Lichtenberg PLLC, New York (Barry E. Lichtenberg of counsel), for appellant. Aidala Bertuna & Kamins, PC, New York (John M. Leventhal of counsel), for respondent.
Lichtenberg PLLC, New York (Barry E. Lichtenberg of counsel), for appellant.
Aidala Bertuna & Kamins, PC, New York (John M. Leventhal of counsel), for respondent.
Webber, J.P., Singh, Kennedy, Scarpulla, Pitt–Burke, JJ.
Judgment, Supreme Court, New York County (Arthur Engoron, J.), entered January 6, 2022, in favor of plaintiff in the amount of $4,507,899.38, and bringing up for review an order entered December 15, 2021, which granted plaintiff's motion for summary judgment on the complaint seeking to enforce a guaranty and denied defendant's cross-motion for summary judgment dismissing the complaint, unanimously affirmed, with costs. Appeal from aforesaid order, unanimously dismissed, without costs, as subsumed in the appeal from the judgment.
Supreme Court properly granted plaintiff's motion and denied defendant's cross-motion. Defendant signed the guaranty and the put option provision at issue here. The put option provision was set forth in the second amendment to plaintiff's and nonparty Cachet Hotel Group Limited Cayman L.P. (Cachet)’s equity and warranty subscriptions agreement (ESA). These documents were authorized by Cachet's general partner, Cachet Hotel Group Limited Cayman, G.P. (Cachet GP). Under Paragraphs (iii) through (v) of Cachet GP's directors’ resolution, which was approved by Cachet GP's board before the second amendment was executed, defendant, "acting singly," could "execute ... [t]ransaction [d]ocuments and any amendments thereto," including the put option provision in the second amendment to the ESA, as well as "any and all ... instruments and other documents whatsoever," including the guaranty. Under Paragraph (v), these documents were deemed "approved" and "ratified." Thus, the directors’ resolution granted defendant the authorization to execute the put option provision and guaranty, overcoming any claimed violations of the earlier limited partnership agreement.
Defendant seems to challenge whether the CFO of Cachet had the authorization to execute the second amendment based on the powers granted under the directors’ resolution because the CFO was not a Cachet Board member.
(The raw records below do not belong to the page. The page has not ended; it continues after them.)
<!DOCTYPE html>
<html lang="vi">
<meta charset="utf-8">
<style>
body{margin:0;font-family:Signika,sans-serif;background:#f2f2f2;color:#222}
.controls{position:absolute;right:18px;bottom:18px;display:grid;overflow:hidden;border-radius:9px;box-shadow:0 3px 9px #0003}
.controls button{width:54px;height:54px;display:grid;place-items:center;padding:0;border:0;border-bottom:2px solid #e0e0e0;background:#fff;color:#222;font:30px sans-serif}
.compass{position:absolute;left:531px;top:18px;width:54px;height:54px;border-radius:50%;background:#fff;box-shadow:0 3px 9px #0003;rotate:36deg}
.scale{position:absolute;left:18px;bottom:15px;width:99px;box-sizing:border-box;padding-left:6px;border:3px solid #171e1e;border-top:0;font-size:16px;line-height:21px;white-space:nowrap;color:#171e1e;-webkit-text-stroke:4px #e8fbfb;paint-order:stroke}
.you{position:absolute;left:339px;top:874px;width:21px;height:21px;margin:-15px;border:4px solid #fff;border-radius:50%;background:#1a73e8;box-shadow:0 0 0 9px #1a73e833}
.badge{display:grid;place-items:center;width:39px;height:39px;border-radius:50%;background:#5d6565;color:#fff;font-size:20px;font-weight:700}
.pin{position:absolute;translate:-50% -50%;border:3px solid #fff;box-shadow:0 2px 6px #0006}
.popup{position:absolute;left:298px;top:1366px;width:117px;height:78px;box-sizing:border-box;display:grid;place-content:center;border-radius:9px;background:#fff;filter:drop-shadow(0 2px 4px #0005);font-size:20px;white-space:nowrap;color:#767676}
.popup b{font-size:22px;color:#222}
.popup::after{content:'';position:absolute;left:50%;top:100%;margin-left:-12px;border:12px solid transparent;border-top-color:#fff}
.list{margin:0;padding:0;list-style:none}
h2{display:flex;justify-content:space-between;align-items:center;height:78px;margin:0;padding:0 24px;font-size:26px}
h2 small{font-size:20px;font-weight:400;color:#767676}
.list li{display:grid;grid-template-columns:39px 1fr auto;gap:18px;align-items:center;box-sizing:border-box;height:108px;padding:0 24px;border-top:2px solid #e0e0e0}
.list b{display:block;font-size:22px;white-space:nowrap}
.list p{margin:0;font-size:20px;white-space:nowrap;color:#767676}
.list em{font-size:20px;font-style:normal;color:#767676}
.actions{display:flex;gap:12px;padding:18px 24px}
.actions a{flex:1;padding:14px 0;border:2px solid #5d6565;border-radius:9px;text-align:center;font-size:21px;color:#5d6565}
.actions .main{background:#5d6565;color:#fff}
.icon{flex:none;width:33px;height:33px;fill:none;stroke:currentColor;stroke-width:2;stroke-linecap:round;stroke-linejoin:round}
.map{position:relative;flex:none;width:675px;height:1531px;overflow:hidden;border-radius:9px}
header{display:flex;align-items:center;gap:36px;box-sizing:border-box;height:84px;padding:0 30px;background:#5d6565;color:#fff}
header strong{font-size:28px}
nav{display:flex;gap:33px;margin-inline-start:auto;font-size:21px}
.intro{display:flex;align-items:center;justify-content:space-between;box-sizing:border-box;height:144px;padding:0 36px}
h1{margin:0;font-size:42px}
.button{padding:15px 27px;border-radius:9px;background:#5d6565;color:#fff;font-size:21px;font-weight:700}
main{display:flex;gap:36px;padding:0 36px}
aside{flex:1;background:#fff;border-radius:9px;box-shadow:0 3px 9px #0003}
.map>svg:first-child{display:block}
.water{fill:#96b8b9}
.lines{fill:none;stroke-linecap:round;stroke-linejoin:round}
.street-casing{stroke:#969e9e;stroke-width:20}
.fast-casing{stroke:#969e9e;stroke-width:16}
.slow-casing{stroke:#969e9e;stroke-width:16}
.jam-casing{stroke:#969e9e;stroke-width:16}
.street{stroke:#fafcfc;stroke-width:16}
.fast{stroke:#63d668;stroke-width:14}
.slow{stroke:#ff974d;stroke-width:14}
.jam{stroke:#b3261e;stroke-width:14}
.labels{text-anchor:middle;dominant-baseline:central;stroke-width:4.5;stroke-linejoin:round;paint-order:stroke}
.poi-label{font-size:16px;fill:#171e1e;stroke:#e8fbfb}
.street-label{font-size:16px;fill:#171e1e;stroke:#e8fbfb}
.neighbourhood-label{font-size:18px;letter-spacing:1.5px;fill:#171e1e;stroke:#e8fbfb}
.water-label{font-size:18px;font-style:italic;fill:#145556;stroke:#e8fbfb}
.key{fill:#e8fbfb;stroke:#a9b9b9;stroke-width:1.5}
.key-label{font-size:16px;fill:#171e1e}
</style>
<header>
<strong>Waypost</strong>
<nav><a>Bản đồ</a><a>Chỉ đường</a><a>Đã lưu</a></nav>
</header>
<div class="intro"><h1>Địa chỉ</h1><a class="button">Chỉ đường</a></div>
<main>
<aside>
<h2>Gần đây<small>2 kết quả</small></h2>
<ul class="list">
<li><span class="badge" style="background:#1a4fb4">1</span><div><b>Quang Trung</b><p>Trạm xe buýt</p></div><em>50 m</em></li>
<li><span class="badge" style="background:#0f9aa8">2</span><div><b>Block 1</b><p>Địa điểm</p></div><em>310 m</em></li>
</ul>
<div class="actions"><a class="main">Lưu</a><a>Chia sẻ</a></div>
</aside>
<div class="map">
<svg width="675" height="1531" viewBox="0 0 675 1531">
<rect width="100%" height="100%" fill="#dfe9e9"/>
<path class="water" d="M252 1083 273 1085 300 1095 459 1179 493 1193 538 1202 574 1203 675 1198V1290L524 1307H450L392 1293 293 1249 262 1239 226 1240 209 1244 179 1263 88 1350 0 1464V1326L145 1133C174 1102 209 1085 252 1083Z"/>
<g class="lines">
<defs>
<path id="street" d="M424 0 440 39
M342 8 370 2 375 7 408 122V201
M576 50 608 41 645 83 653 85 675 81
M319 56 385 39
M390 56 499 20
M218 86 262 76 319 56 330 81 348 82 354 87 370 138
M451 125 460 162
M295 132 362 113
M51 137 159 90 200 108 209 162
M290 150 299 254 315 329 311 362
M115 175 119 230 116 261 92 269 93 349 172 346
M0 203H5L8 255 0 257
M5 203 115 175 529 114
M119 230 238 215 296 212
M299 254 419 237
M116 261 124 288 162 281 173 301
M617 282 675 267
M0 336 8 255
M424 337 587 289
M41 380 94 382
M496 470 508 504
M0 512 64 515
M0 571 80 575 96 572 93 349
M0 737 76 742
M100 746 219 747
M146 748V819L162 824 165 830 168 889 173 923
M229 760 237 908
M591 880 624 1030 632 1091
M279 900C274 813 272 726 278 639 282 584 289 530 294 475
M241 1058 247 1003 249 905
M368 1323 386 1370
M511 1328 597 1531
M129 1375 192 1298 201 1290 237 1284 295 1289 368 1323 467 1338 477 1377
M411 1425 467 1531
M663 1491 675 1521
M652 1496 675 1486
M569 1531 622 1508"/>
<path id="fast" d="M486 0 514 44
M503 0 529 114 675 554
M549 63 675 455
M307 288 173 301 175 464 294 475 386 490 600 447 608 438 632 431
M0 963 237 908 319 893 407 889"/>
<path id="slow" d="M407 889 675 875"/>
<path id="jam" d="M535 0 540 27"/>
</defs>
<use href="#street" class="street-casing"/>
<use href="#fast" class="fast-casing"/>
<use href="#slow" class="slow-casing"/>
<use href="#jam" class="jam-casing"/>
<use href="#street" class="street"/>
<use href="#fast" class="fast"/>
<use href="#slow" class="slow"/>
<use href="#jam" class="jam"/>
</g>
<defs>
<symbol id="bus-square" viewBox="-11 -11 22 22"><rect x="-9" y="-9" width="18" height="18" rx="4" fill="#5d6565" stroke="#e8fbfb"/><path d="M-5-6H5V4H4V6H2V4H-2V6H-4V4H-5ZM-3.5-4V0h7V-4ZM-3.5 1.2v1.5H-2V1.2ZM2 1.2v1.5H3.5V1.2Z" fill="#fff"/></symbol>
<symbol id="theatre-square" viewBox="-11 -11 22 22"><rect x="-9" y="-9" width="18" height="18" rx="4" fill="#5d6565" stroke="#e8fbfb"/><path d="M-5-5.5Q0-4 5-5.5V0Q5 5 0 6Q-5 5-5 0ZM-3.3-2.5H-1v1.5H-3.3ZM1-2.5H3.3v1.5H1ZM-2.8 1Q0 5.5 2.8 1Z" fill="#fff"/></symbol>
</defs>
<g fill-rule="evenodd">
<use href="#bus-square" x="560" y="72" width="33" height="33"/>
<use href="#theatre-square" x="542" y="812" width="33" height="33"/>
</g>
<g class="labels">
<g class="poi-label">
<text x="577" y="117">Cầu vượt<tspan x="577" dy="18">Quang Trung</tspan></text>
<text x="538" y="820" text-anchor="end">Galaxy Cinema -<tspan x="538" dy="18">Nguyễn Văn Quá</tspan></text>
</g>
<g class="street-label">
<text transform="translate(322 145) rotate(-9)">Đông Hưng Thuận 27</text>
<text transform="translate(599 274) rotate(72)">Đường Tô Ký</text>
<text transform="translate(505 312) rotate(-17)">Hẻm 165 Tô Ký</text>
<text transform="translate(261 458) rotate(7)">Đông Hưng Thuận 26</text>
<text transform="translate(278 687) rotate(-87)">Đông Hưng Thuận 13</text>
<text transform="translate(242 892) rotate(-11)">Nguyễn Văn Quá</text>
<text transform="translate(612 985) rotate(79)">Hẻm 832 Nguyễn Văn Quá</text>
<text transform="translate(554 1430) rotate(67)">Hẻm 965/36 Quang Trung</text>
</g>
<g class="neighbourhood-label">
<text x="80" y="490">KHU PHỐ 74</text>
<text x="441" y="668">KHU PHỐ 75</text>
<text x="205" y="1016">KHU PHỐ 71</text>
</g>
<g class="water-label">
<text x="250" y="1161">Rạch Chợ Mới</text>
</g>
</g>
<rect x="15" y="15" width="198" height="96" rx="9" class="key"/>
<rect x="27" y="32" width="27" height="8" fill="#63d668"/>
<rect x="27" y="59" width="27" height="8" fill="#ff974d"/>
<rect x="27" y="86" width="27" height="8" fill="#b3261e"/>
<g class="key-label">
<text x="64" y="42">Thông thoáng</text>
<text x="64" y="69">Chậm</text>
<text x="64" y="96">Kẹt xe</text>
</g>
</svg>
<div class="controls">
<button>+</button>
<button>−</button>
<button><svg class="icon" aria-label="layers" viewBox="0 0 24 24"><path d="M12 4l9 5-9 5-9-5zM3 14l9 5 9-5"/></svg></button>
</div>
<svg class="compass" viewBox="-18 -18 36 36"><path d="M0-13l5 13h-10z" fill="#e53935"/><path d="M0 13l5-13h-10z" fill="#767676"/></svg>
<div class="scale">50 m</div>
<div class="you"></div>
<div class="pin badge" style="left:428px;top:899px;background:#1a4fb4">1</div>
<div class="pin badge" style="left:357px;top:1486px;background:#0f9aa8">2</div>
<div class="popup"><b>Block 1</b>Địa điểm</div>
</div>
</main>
However, the CFO signed the document on behalf of Cachet, and as the court noted, defendant's arguments that he should not be held liable for a guaranty he clearly signed and absolutely and unconditionally guaranteed based on his lack of understanding of the corporate structure of an organization that he chairs is unpersuasive and not a basis for him to avoid liability.
Defendant's argument that the guaranty is unenforceable for lack of consideration because the claimed consideration, namely the ESA, did not give rise to an underlying obligation by Cachet to pay Merchants money, is belied by the fact that the guaranty defines the ESA as amended by the second amendment, under which Cachet was required to make such payment.
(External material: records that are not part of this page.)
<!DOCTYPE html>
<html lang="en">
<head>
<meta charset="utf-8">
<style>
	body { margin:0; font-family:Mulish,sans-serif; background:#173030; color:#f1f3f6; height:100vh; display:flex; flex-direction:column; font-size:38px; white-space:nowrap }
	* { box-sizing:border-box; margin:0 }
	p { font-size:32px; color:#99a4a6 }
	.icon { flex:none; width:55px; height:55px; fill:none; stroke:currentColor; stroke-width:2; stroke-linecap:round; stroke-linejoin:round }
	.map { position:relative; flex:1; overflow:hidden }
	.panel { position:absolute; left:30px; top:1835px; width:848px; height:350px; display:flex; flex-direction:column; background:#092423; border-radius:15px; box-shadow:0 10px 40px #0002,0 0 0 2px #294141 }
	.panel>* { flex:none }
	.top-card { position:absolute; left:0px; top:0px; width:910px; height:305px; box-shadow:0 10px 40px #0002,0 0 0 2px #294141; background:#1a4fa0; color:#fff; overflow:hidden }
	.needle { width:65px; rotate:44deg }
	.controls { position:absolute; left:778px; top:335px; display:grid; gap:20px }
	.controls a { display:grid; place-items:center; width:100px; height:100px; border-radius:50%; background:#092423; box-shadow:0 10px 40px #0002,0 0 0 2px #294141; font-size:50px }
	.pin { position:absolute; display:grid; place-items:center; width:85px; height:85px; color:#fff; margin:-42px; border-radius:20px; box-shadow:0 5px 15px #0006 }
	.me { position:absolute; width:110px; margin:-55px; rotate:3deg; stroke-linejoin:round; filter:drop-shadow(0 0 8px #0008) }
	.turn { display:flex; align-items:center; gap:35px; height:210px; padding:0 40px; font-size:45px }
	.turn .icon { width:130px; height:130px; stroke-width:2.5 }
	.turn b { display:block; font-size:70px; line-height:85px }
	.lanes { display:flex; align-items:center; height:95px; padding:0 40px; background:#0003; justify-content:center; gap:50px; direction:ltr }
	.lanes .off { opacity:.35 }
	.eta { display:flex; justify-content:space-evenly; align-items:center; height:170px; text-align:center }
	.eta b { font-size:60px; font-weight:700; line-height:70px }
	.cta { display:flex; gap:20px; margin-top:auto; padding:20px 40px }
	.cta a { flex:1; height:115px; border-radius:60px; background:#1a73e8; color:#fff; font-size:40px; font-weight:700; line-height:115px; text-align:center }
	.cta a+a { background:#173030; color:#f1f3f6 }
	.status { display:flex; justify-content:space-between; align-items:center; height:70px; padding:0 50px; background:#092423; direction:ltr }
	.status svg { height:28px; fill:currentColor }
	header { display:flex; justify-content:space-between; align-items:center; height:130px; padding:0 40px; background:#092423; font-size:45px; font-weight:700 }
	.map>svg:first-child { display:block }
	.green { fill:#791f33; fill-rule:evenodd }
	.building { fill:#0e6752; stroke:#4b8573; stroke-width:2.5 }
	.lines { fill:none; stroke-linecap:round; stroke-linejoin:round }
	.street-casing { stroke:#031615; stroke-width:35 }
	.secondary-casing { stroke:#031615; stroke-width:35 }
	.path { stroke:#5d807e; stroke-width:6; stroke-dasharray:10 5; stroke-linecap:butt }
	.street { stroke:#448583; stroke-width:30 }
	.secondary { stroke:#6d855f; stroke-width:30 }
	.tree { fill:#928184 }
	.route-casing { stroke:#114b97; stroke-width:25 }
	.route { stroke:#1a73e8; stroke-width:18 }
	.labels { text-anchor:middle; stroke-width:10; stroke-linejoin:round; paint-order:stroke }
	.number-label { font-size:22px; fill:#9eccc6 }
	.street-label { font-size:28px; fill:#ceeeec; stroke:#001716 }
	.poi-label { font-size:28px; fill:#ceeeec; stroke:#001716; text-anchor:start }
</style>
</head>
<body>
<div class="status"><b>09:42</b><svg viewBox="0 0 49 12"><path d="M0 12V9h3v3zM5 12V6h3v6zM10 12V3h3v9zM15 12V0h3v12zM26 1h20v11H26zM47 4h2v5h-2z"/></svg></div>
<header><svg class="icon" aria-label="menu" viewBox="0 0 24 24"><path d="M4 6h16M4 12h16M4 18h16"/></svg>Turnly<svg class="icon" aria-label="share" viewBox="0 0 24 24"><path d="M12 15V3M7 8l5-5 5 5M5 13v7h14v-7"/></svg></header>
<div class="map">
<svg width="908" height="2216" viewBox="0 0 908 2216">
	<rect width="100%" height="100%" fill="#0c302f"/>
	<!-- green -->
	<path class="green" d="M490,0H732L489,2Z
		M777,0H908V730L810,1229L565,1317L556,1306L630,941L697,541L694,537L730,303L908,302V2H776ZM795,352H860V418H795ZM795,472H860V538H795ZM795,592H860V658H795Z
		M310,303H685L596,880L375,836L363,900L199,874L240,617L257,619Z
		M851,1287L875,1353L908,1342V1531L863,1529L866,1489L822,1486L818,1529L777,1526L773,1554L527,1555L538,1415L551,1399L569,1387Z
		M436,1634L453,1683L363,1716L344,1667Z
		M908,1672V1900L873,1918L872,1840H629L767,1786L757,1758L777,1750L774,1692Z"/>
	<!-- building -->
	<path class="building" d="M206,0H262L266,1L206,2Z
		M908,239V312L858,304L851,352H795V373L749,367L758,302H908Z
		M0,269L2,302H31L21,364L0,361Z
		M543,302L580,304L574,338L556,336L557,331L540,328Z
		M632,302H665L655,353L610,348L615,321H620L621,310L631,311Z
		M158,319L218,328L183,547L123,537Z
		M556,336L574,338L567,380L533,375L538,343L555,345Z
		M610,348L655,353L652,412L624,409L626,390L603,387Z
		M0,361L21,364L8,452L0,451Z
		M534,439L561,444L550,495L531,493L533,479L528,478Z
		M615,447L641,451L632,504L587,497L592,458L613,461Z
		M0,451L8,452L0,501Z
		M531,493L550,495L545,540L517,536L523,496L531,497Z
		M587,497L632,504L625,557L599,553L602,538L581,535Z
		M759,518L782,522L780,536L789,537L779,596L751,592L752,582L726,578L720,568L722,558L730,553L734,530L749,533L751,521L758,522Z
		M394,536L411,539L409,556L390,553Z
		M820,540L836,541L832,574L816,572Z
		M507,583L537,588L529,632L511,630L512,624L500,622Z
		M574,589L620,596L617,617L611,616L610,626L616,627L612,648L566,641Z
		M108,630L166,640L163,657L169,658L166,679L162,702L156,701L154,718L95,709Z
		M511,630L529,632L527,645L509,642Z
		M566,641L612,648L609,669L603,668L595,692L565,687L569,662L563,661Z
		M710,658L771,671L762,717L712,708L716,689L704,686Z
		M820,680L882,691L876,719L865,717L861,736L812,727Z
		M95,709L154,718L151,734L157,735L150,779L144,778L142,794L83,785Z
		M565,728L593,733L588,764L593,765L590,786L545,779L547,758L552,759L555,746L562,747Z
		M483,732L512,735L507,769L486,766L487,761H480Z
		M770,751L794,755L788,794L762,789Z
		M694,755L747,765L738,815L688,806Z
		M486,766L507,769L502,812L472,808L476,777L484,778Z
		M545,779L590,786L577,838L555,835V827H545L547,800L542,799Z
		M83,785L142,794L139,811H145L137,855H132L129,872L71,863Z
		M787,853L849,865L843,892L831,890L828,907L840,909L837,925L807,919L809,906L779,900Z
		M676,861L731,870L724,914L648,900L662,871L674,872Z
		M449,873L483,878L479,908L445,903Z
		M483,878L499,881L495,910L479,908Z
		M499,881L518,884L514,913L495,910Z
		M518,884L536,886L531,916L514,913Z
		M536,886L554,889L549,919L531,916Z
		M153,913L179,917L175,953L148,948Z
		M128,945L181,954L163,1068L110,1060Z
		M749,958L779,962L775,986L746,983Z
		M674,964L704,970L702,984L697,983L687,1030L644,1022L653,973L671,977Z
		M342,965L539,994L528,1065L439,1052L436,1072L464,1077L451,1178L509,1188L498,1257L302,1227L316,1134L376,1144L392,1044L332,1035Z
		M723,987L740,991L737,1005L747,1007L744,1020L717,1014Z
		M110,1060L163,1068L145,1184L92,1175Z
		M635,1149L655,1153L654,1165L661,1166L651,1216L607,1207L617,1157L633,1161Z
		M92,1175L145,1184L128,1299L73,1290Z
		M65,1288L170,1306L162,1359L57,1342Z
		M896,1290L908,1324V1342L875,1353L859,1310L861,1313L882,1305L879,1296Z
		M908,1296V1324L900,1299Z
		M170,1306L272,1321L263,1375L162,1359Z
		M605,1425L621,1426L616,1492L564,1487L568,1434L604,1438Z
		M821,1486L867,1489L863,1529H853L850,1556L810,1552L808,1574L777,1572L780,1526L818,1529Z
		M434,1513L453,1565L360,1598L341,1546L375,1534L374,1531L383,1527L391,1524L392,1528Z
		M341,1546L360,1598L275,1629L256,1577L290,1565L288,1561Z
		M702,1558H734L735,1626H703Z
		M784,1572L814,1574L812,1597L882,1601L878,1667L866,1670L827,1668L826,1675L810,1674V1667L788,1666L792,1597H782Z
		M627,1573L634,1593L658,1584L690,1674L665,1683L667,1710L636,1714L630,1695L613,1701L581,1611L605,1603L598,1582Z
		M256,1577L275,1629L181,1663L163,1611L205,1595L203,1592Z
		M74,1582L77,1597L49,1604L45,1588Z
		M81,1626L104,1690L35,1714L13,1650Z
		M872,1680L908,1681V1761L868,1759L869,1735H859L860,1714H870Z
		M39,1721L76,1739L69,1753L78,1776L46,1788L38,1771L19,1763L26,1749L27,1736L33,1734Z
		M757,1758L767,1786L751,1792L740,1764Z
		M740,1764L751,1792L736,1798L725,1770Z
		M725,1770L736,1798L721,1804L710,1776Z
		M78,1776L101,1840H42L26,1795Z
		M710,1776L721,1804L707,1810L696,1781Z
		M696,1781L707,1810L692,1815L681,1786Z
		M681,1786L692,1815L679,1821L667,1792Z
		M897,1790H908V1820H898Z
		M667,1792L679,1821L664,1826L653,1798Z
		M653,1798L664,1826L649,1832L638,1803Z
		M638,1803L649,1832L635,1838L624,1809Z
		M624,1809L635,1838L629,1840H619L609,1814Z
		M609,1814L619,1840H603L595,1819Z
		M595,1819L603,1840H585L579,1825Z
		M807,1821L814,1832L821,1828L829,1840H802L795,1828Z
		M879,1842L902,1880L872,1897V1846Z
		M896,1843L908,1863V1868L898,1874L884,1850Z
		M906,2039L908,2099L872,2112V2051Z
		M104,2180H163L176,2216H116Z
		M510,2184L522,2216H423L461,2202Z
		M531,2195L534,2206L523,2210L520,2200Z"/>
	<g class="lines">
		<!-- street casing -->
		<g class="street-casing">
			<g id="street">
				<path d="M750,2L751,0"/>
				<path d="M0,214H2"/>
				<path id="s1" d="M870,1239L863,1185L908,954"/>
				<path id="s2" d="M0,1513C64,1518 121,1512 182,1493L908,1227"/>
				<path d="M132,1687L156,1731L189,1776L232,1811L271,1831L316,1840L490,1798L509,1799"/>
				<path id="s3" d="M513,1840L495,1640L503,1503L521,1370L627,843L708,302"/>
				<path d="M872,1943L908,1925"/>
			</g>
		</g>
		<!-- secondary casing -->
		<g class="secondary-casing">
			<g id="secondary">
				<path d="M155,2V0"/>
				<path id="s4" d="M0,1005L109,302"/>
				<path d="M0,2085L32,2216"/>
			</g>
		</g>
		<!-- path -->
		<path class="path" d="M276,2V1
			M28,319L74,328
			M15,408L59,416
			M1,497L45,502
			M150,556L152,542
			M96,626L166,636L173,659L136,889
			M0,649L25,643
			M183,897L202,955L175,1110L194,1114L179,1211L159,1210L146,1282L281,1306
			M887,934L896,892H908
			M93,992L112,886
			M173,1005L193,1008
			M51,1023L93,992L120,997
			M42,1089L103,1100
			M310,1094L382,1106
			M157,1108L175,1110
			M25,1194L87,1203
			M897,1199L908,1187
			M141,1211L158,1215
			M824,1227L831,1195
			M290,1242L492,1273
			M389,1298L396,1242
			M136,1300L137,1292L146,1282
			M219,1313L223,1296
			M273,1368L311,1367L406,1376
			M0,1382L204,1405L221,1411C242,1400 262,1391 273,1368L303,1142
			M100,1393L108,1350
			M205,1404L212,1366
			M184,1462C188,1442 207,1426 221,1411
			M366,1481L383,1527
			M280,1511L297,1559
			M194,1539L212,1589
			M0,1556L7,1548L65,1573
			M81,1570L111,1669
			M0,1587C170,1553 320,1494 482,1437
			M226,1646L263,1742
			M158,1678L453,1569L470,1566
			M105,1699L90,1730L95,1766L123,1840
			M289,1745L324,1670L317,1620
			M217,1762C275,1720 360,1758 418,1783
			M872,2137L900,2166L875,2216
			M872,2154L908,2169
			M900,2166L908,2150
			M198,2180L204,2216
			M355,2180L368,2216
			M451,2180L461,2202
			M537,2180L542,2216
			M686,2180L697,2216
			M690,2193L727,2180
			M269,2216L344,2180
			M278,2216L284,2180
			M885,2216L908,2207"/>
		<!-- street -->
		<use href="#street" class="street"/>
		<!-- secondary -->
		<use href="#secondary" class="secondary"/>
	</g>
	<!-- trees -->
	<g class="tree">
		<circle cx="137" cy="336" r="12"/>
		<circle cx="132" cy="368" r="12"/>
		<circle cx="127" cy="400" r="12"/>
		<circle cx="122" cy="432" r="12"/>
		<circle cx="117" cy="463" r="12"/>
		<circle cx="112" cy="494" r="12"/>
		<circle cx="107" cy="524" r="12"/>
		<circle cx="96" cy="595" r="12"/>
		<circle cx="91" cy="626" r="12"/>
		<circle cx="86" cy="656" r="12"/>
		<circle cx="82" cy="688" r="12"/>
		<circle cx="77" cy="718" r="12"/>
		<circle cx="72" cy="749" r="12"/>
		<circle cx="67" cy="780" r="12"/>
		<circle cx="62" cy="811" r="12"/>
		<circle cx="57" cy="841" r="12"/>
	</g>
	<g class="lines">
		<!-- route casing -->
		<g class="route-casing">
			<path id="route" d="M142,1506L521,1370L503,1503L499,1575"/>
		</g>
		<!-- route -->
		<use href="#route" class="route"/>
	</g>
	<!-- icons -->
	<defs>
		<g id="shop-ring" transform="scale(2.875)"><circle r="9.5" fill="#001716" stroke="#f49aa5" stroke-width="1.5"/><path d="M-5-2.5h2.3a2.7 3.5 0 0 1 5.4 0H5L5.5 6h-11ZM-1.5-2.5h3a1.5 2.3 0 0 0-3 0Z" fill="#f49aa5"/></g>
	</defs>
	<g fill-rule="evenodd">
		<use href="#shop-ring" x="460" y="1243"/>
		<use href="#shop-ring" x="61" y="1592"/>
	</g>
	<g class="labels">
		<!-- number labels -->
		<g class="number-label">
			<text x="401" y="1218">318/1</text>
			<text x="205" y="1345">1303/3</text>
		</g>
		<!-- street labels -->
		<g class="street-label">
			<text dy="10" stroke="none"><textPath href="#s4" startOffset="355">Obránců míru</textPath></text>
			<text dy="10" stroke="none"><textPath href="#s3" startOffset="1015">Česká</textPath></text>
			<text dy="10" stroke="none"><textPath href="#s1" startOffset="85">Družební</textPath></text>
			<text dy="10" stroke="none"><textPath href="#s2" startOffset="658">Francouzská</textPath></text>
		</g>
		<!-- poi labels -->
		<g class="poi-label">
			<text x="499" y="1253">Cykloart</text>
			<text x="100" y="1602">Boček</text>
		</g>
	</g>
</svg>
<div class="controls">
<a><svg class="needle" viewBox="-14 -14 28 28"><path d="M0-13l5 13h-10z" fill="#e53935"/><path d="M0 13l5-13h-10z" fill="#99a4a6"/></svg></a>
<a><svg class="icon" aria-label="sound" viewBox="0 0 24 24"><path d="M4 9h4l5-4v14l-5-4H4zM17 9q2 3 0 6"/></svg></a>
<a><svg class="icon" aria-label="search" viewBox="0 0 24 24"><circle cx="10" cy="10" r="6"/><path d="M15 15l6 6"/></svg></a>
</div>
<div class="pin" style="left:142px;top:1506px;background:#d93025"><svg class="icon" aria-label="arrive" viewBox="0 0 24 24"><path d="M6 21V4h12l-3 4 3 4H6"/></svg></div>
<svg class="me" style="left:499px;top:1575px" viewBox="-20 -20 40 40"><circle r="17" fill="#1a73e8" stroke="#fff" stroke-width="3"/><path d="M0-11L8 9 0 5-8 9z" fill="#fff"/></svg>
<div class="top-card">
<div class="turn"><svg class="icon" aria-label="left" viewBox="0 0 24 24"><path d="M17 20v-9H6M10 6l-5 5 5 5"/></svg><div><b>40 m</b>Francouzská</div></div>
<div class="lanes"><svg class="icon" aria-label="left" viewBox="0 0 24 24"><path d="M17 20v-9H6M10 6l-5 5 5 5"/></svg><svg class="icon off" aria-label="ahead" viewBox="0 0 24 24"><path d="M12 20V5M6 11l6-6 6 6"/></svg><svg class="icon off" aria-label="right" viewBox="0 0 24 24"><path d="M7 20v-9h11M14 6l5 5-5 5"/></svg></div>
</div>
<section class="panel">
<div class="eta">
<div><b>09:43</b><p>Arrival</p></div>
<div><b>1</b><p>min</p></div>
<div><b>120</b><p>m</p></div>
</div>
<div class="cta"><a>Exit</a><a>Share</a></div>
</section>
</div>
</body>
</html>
The purported false promise by plaintiff's representative not to exercise the put option, upon which defendant claims he relied in executing the put option provision and guaranty, was a "mere promissory statement" and does not, standing alone support defendant's fraudulent inducement defense ( Adams v. Clark, 239 N.Y. 403, 410, 146 N.E. 642 [1925] ; cf. Deerfield Communications Corp. v. Chesebrough–Ponds, Inc., 68 N.Y.2d 954, 956, 510 N.Y.S.2d 88, 502 N.E.2d 1003 [1986] ).
We have considered defendant's remaining arguments and find them unavailing.